視野を広げるきっかけとなる書籍をビジネスパーソン向けに厳選し、ダイジェストにして配信する「SERENDIP(セレンディップ)」。この連載では、経営層・管理層の新たな発想のきっかけになる書籍を、SERENDIP編集部のシニア・エディターである浅羽登志也氏がベンチャー起業やその後の経営者としての経験などからレビューします。

「クルマ会社」からの脱皮を狙うトヨタ

 今年1月、トヨタ自動車・豊田章男社長の発言が注目を集めた。米国ラスベガスで開催された世界最大の家電見本市「CES 2018」でのことだ。

 プレスカンファレンスのスピーチで豊田社長は「クルマ会社を超え、人々のさまざまな移動を助ける会社、モビリティ・カンパニーへと変革する」と宣言。「自動運転車やさまざまなコネクティッドサービスに必要なモビリティサービスプラットフォームをつくる会社になる」と、自社の展望を語ったのだ。

 そして早速その具体的な施策の1つが8月28日に発表された。ライドシェアサービス大手の米Uberに約550億円を投資し、自動運転車を共同開発するというものだった。

 具体的には、Uberとトヨタがそれぞれの自動運転技術を統合し、ライドシェアサービス向け車両を開発する。2021年までにはトヨタのミニバン「シエナ」の自動運転モデルを試験導入する構想だ。

 さらに10月4日の発表は記憶に新しいのではないだろうか。ソフトバンクグループと共同で新会社「MONET Technologies(モネ・テクノロジーズ)」を設立するとの発表だ。

『モビリティ 2.0~「スマホ化する自動車」の未来を読み解く』『モビリティ 2.0~「スマホ化する自動車」の未来を読み解く』
深尾 三四郎 著
日本経済新聞出版社
1600円(税別)

 トヨタには、インターネットにつながった自動運転車を最適制御する技術がある。一方ソフトバンクは、スマホやセンサーなどからデータを収集・分析し利用者の需要を予測するテクノロジーを有している。新会社MONETでは、この両者を組み合わせようとしている。

 それにより、利用者が必要とするクルマをジャスト・イン・タイムで配車するサービスが可能になるからだ。

 世界の自動車産業のガリバーであるトヨタ自動車は、どうやら本気でクルマ会社からの脱皮を狙っているらしい。

 本書『モビリティ 2.0』では、EV(電気自動車)や自動運転、ライドシェアなど、近年の自動車業界の新たな取り組みを「モビリティ 2.0」と名づけている。そしてモビリティ 2.0によって社会全体がどう変わろうとしているのかを、各国の事例などを紹介しながら、わかりやすく解き明かす。

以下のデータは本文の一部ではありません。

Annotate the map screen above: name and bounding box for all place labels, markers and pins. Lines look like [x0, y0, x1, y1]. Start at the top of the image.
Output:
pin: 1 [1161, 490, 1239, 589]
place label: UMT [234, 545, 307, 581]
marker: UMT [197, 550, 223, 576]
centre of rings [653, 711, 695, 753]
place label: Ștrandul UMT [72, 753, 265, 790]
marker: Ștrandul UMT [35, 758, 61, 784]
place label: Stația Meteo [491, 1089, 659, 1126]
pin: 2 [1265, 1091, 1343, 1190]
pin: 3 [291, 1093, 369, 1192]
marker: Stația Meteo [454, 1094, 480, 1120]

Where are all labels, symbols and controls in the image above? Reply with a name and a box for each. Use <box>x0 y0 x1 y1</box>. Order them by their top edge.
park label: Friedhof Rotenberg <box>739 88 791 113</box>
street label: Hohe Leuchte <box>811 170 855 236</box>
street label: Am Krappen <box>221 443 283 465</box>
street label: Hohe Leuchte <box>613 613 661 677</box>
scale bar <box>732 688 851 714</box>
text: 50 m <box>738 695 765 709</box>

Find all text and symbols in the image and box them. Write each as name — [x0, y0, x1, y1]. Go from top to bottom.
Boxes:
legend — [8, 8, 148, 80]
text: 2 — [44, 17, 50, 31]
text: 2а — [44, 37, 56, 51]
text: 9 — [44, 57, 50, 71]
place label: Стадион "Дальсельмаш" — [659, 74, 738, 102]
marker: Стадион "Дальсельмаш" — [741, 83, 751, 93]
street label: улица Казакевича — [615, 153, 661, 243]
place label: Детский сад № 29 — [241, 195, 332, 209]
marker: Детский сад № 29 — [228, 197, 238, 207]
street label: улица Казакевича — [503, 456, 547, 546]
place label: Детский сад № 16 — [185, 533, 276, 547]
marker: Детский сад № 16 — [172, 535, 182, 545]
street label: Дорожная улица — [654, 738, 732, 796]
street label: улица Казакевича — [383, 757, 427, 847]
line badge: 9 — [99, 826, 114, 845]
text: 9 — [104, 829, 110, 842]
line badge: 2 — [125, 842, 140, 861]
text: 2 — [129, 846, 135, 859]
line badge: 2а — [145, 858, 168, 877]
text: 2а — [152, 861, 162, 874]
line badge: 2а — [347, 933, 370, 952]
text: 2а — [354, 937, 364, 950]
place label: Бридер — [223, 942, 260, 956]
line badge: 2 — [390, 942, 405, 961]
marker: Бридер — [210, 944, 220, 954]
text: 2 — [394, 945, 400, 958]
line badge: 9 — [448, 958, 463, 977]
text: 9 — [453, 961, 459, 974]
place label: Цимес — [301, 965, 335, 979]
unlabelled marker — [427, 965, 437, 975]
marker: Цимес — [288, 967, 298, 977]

 著者の深尾三四郎氏は1981年生まれ。2003年にロンドン・スクール・オブ・エコノミクスを卒業。野村證券金融研究所、英HSBCの自動車部品アナリストを経て、米国および香港のヘッジファンドで日本・韓国・台湾株のシニアアナリストを務め、スマートフォン、液晶テレビ、太陽電池の進化を目の当たりにしてきた人物だ。